Try it: Which of the lines in the listing that follows hold "building"? Pull each one out.

*** Block opens ***

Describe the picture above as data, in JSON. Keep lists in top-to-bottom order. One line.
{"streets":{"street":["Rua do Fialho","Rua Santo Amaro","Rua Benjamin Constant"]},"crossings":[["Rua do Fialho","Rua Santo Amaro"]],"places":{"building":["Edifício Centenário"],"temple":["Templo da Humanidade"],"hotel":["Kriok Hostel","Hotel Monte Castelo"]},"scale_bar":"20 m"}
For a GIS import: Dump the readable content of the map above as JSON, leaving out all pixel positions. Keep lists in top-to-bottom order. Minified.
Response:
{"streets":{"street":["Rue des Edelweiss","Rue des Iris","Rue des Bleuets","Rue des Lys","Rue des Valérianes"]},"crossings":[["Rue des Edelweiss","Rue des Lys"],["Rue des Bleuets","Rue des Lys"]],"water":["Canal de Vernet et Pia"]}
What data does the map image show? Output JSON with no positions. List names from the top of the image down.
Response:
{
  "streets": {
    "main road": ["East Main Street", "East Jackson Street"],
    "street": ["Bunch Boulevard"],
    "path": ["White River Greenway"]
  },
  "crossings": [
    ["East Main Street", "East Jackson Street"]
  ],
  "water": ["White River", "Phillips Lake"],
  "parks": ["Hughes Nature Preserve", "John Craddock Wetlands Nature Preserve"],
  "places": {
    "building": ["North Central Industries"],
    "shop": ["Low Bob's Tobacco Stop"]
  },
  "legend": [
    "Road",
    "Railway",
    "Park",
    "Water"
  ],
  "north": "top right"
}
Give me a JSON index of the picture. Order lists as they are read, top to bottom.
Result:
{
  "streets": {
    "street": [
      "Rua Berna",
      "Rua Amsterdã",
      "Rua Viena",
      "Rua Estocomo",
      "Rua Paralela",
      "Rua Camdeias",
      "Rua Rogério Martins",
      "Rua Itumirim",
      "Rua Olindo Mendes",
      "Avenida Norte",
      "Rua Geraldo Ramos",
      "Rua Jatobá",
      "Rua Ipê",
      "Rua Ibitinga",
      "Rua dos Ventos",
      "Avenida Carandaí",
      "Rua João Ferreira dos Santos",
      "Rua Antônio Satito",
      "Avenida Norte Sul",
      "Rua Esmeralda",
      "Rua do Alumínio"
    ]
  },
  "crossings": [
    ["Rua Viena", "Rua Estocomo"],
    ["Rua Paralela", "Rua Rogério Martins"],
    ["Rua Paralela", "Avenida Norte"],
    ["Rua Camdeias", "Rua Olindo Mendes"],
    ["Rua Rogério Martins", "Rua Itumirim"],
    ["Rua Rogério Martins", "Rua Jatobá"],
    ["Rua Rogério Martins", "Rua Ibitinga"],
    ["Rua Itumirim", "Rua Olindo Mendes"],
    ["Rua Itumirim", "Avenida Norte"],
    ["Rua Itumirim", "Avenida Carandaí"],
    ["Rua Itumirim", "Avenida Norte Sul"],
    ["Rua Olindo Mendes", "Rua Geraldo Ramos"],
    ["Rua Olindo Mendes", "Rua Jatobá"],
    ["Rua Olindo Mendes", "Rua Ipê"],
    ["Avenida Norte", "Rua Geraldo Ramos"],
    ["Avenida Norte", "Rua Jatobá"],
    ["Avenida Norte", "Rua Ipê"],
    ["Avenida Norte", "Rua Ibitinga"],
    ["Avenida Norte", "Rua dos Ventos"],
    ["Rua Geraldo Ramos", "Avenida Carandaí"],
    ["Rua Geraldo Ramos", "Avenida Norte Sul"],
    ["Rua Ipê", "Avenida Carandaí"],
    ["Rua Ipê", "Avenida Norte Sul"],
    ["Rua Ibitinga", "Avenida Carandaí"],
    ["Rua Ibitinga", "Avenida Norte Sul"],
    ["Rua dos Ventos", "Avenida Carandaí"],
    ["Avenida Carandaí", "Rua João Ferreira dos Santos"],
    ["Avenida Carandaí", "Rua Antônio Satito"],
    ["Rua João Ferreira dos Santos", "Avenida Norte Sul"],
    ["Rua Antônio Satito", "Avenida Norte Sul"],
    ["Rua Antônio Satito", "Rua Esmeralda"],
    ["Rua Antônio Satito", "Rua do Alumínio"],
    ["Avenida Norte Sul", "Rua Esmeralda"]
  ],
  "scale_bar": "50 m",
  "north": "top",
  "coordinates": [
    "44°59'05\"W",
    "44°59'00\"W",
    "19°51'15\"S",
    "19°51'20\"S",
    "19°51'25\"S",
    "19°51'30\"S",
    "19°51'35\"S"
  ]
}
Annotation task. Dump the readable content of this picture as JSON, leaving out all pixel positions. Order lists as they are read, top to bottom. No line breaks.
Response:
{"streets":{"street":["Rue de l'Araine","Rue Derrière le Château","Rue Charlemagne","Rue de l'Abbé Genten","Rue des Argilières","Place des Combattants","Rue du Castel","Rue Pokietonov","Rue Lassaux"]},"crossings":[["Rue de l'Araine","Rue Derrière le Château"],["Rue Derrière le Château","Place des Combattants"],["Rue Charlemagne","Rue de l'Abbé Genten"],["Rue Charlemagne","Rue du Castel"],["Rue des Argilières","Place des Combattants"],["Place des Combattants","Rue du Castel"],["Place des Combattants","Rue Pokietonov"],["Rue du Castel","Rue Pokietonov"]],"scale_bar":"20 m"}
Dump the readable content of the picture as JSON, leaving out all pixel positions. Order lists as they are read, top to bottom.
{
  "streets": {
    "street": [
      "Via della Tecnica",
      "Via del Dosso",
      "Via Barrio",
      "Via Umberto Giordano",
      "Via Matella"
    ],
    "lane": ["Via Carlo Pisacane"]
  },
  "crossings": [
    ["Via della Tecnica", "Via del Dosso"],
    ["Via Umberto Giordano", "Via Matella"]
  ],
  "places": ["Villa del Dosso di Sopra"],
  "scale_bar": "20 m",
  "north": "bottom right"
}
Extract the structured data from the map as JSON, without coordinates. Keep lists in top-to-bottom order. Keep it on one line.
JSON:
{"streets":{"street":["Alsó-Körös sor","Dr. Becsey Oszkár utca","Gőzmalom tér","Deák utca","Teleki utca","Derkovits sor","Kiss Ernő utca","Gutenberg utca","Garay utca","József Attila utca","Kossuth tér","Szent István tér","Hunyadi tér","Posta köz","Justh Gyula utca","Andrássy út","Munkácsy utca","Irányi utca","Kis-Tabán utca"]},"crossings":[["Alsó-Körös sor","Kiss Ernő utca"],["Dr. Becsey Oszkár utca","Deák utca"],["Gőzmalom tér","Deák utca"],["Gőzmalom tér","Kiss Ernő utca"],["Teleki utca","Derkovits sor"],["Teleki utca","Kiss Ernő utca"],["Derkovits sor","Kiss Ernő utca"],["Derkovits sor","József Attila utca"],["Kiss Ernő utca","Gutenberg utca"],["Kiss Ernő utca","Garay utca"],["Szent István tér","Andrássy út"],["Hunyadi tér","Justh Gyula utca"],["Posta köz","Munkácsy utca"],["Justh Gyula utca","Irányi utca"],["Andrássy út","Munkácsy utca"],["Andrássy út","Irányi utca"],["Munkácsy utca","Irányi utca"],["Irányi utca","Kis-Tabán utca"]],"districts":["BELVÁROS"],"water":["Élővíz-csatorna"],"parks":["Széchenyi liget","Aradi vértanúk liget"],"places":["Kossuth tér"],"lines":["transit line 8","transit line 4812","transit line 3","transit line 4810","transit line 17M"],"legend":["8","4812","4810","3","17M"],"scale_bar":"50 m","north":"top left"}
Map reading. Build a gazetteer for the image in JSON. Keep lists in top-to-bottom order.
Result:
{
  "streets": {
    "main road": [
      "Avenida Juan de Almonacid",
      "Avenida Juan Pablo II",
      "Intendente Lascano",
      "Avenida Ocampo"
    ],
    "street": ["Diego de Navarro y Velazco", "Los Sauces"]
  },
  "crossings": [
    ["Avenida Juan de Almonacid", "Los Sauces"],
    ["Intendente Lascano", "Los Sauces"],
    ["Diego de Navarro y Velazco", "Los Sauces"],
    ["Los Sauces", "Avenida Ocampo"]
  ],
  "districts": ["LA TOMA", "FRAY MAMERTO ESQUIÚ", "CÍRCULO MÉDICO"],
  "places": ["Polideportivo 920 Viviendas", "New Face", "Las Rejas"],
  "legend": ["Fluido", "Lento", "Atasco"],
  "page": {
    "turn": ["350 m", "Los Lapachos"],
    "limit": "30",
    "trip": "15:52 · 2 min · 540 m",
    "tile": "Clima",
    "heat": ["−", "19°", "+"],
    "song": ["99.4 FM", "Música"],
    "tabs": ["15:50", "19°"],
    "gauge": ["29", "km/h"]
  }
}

*** Block closes ***

Result for this exercise:
{"streets":{"street":["Rua do Fialho","Rua Santo Amaro","Rua Benjamin Constant"]},"crossings":[["Rua do Fialho","Rua Santo Amaro"]],"places":{"building":["Edifício Centenário"],"temple":["Templo da Humanidade"],"hotel":["Kriok Hostel","Hotel Monte Castelo"]},"scale_bar":"20 m"}
    "building": ["North Central Industries"],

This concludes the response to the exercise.